**TASK ITEM:**
One figure is the whole answer: the number of lines below that contain the word "template".

**RECORD EXTRACTS:**
====================

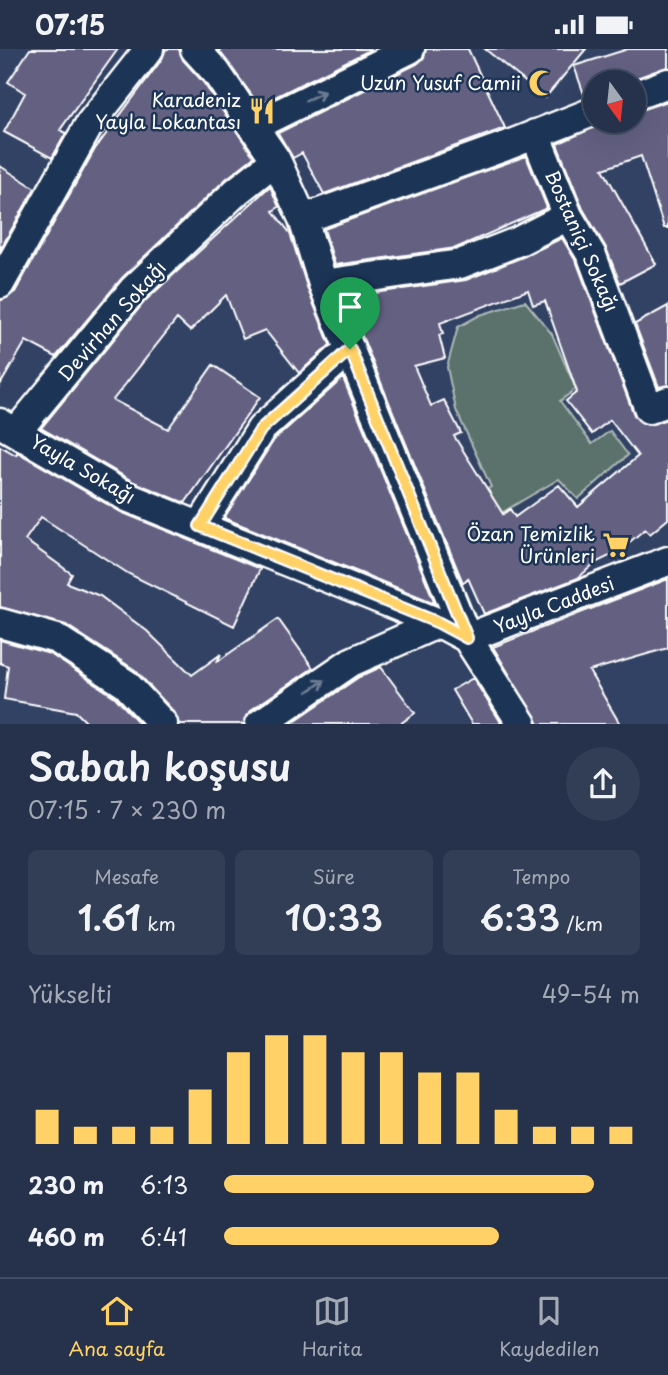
<!DOCTYPE html>
<html lang="tr">
<meta charset="utf-8">
<style>
body{margin:0;font-family:"Playpen Sans",sans-serif;background:#323e55;color:#f1f3f6;height:100vh;display:flex;flex-direction:column;font-size:26px;white-space:nowrap}
*{box-sizing:border-box;margin:0}
p{font-size:23px;color:#a4aab5}
.icon{flex:none;width:38px;height:38px;fill:none;stroke:currentColor;stroke-width:2;stroke-linecap:round;stroke-linejoin:round}
.map{position:relative;height:675px;overflow:hidden}
.sheet{display:flex;flex-direction:column;background:#26324b;flex:1}
.sheet>*{flex:none}
.needle{width:46px;rotate:165deg}
.controls{position:absolute;left:583px;top:21px;display:grid;gap:14px}
.controls a{display:grid;place-items:center;width:63px;height:63px;border-radius:50%;background:#26324b;box-shadow:0 7px 28px #0002,0 0 0 2px #424d63;font-size:35px}
.pin{position:absolute;display:grid;place-items:center;width:60px;height:60px;color:#fff;margin:-72px -30px;border-radius:50% 50% 50% 0;rotate:-45deg;box-shadow:0 0 7px #0007}
.pin .icon{rotate:45deg}
.round{display:grid;place-items:center;flex:none;width:74px;height:74px;border-radius:37px;background:#323e55}
.head{display:flex;align-items:center;justify-content:space-between;height:119px;padding:0 28px}
h1{font-size:38px;font-weight:600;line-height:52px}
.metrics{display:grid;grid-template-columns:repeat(3,1fr);gap:10px;height:119px;padding:7px 28px}
.metrics div{display:grid;align-content:center;border-radius:10px;background:#323e55;text-align:center}
.metrics b{font-size:35px;font-weight:600}
.metrics small{font-size:19px;font-weight:400}
.metrics p{font-size:19px}
.chart{height:196px;padding:14px 28px}
.chart p{display:flex;justify-content:space-between}
.chart svg{width:100%;height:126px;margin-top:7px;stroke:#ffd166;stroke-width:6}
ul{padding:0 28px;list-style:none;font-size:23px}
li{display:grid;grid-template-columns:112px 84px 1fr;align-items:center;height:52px}
li i{height:18px;border-radius:9px;background:#ffd166}
.status{display:flex;justify-content:space-between;align-items:center;height:49px;padding:0 35px;background:#26324b;direction:ltr}
.status svg{height:19px;fill:currentColor}
.menu{display:flex;justify-content:space-around;align-items:center;height:98px;border-top:2px solid #424d63;background:#26324b;font-size:19px;color:#a4aab5}
.menu a{display:grid;justify-items:center;gap:4px}
.menu .selected{color:#ffd166}
.map>svg:first-child{display:block}
.green{fill:#5a716c;stroke:#acb8b6;stroke-width:2}
.building{fill:#646182;stroke:#fff;stroke-width:2;fill-rule:evenodd}
.lines{fill:none;stroke-linecap:round;stroke-linejoin:round}
.minor-casing{stroke:#fff;stroke-width:33}
.minor{stroke:#1d3557;stroke-width:28}
.oneway{stroke:#6c7c92}
.route-casing{stroke:#fff;stroke-width:14}
.route{stroke:#ffd166;stroke-width:9}
.labels{text-anchor:middle;stroke-width:5;stroke-linejoin:round;paint-order:stroke}
.poi-label{font-size:19px;fill:#fff;stroke:#1d3557;text-anchor:end}
.street-label{font-size:19px;fill:#fff;stroke:#1d3557}
</style>
<div class="status"><b>07:15</b><svg viewBox="0 0 49 12"><path d="M0 12V9h3v3zM5 12V6h3v6zM10 12V3h3v9zM15 12V0h3v12zM26 1h20v11H26zM47 4h2v5h-2z"/></svg></div>
<div class="map">
<svg width="668" height="675" viewBox="0 0 668 675">
<rect width="100%" height="100%" fill="#324264"/>
<filter id="ink" filterUnits="userSpaceOnUse"><feTurbulence type="fractalNoise" baseFrequency=".0143" numOctaves="2"/><feDisplacementMap in="SourceGraphic" scale="14" xChannelSelector="R" yChannelSelector="G"/><feConvolveMatrix kernelMatrix="1 2 1 2 8 2 1 2 1" color-interpolation-filters="sRGB"/></filter>
<g filter="url(#ink)">
<!-- green -->
<path class="green" d="M525 252 552 285 576 340 560 352 592 395 610 382 628 406 578 450 559 430 479 477 460 458 491 438 456 361 447 318 458 278 480 266Z"/>
<!-- building -->
<path class="building" d="M30 0H118L60 81 66 84 52 109 4 83 25 44 8 33Z
M166 0H179L183 11 203 33 254 108 226 130 122 229 56 308 26 292 0 336V252L15 243 95 100 162 10Z
M218 0H372L259 56Z
M426 0H468L505 79 324 145 302 104 293 109 278 84 417 15 424 9Z
M485 0H586L545 49Z
M628 0H668V18L625 33H595V46L585 48 574 17Z
M668 52V179H664L641 107 603 120 656 215 620 234 606 199 583 160 557 95 608 72H634V63Z
M526 107 547 159 456 199 335 216 324 180Z
M0 117 35 139 0 201Z
M270 137 279 158 273 162 290 184 308 241 330 296 299 324 265 281 243 290 226 246 190 282 177 270 113 351 168 380 213 316 260 348 185 454 134 433 41 379 145 252Z
M562 189 577 214 634 366 647 376 668 370V470L650 485 645 480 618 503 595 514 578 529 484 565 468 529 463 534 346 248 466 231 525 207ZM528 241 533 256 545 252 577 343 566 352 592 385 610 371 638 407 578 458 559 436 515 468 510 460 503 465 454 387 461 384 444 351 431 357 414 317 445 309 439 286 443 285 440 274Z
M668 257V336L659 338 635 275Z
M343 329 435 554 224 469 274 391Z
M0 397 16 406 17 403 121 463 260 520 234 577 129 525 41 468 25 491 72 525 67 534 100 547 147 582 192 626 221 605 217 613 278 570 313 619 251 661 244 675H179L175 664 135 621 66 576 0 558Z
M668 530V599L589 622 620 675H539L493 598Z
M0 591 50 605 115 648 140 675H88L76 663 4 650 8 617 0 614Z
M381 618 415 664 400 675H290L359 628Z
M473 629 502 675H472L452 641Z"/>
<g class="lines">
<!-- minor casing -->
<g class="minor-casing">
<path id="minor" d="M195 0 216 23 276 111 303 170 323 235 467 589 522 675
M634 47 668 34
M254 77 410 0
M535 85 568 167 592 207 649 360 668 352
M303 170 506 97 595 62
M0 235 89 76 149 0
M323 235 460 215 519 192 568 167
M0 374 127 448 439 574 467 589 668 512
M17 382 133 241 237 142 276 111
M200 477 261 380 350 300
M0 574 57 590 126 635 163 675
M260 675 351 613 439 574"/>
</g>
<!-- minor -->
<use href="#minor" class="minor"/>
</g>
<!-- one-way arrows -->
<defs><path id="oneway-shaft" d="M-6 0H5M1.5-3L5.5 0L1.5 3" fill="none" stroke-width="1.6" stroke-linecap="round" stroke-linejoin="round" transform="scale(1.75)"/></defs>
<g class="oneway">
<use href="#oneway-shaft" transform="translate(315 47) rotate(-26)"/>
<use href="#oneway-shaft" transform="translate(316 637) rotate(-34)"/>
</g>
</g>
<g class="lines" filter="url(#ink)">
<!-- route casing -->
<g class="route-casing">
<path id="route" d="M350 300 467 589 439 574 200 477 261 380Z"/>
</g>
<!-- route -->
<use href="#route" class="route"/>
</g>
<!-- icons -->
<defs>
<g id="mosque-bare" transform="scale(2.1)"><path d="M3.5-4.9A6 6 0 1 0 3.5 4.9A5 5 0 1 1 3.5-4.9Z" fill="#ffd166" stroke="#1d3557" stroke-width="2.5" paint-order="stroke"/></g>
<g id="restaurant-bare" transform="scale(2.1)"><path d="M-5-6h1v4h1v-4h1v4h1v-4h1v5L-1.5 .5V6h-2V.5L-5-1ZM5-6V6H3V1.5H1.5Q1.5-4 5-6Z" fill="#ffd166" stroke="#1d3557" stroke-width="2.5" paint-order="stroke"/></g>
<g id="supermarket-bare" transform="scale(2.1)"><path d="M-6-5.5h2.5l.6 2H6L4.5 2H-2.5L-4.4-4H-6ZM-1.5 3.2a1.3 1.3 0 1 0 .1 0ZM3 3.2a1.3 1.3 0 1 0 .1 0Z" fill="#ffd166" stroke="#1d3557" stroke-width="2.5" paint-order="stroke"/></g>
</defs>
<g fill-rule="evenodd">
<use href="#mosque-bare" x="542" y="34"/>
<use href="#restaurant-bare" x="262" y="62"/>
<use href="#supermarket-bare" x="616" y="496"/>
</g>
<g class="labels">
<!-- poi labels -->
<g class="poi-label">
<text x="521" y="41">Uzun Yusuf Camii</text>
<text x="241" y="58">Karadeniz<tspan x="241" dy="22">Yayla Lokantası</tspan></text>
<text x="595" y="492">Özan Temizlik<tspan x="595" dy="22">Ürünleri</tspan></text>
</g>
<!-- street labels -->
<g class="street-label">
<text transform="translate(582 192) rotate(66)" y="7">Bostaniçi Sokağı</text>
<text transform="translate(112 272) rotate(-49)" y="7">Devirhan Sokağı</text>
<text transform="translate(83 420) rotate(30)" y="7">Yayla Sokağı</text>
<text transform="translate(554 556) rotate(-21)" y="7">Yayla Caddesi</text>
</g>
</g>
</svg>
<div class="controls">
<a><svg class="needle" viewBox="-14 -14 28 28"><path d="M0-13l5 13h-10z" fill="#e53935"/><path d="M0 13l5-13h-10z" fill="#a4aab5"/></svg></a>
</div>
<div class="pin" style="left:350px;top:300px;background:#1e9e55"><svg class="icon" aria-label="arrive" viewBox="0 0 24 24"><path d="M6 21V4h12l-3 4 3 4H6"/></svg></div>
</div>
<section class="sheet">
<div class="head"><div><h1>Sabah koşusu</h1><p>07:15 · 7 × 230 m</p></div><a class="round"><svg class="icon" aria-label="share" viewBox="0 0 24 24"><path d="M12 15V3M7 8l5-5 5 5M5 13v7h14v-7"/></svg></a></div>
<div class="metrics">
<div><p>Mesafe</p><b>1.61<small> km</small></b></div>
<div><p>Süre</p><b>10:33</b></div>
<div><p>Tempo</p><b>6:33<small> /km</small></b></div>
</div>
<div class="chart"><p><span>Yükselti</span>49–54 m</p>
<svg viewBox="0 0 160 44" preserveAspectRatio="none"><path d="M5 44V32M15 44V38M25 44V38M35 44V38M45 44V25M55 44V12M65 44V6M75 44V6M85 44V12M95 44V12M105 44V19M115 44V19M125 44V32M135 44V38M145 44V38M155 44V38"/></svg>
</div>
<ul>
<li><b>230 m</b>6:13<i style="width:89%"></i></li>
<li><b>460 m</b>6:41<i style="width:66%"></i></li>
</ul>
</section>
<nav class="menu">
<a class="selected"><svg class="icon" aria-label="home" viewBox="0 0 24 24"><path d="M3 11l9-7 9 7M6 9v11h12V9"/></svg>Ana sayfa</a>
<a><svg class="icon" aria-label="map" viewBox="0 0 24 24"><path d="M3 6l6-2 6 2 6-2v14l-6 2-6-2-6 2zM9 4v14M15 6v14"/></svg>Harita</a>
<a><svg class="icon" aria-label="saved" viewBox="0 0 24 24"><path d="M7 4h10v16l-5-4-5 4z"/></svg>Kaydedilen</a>
</nav>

====================

**COMPLETED TASK:**
2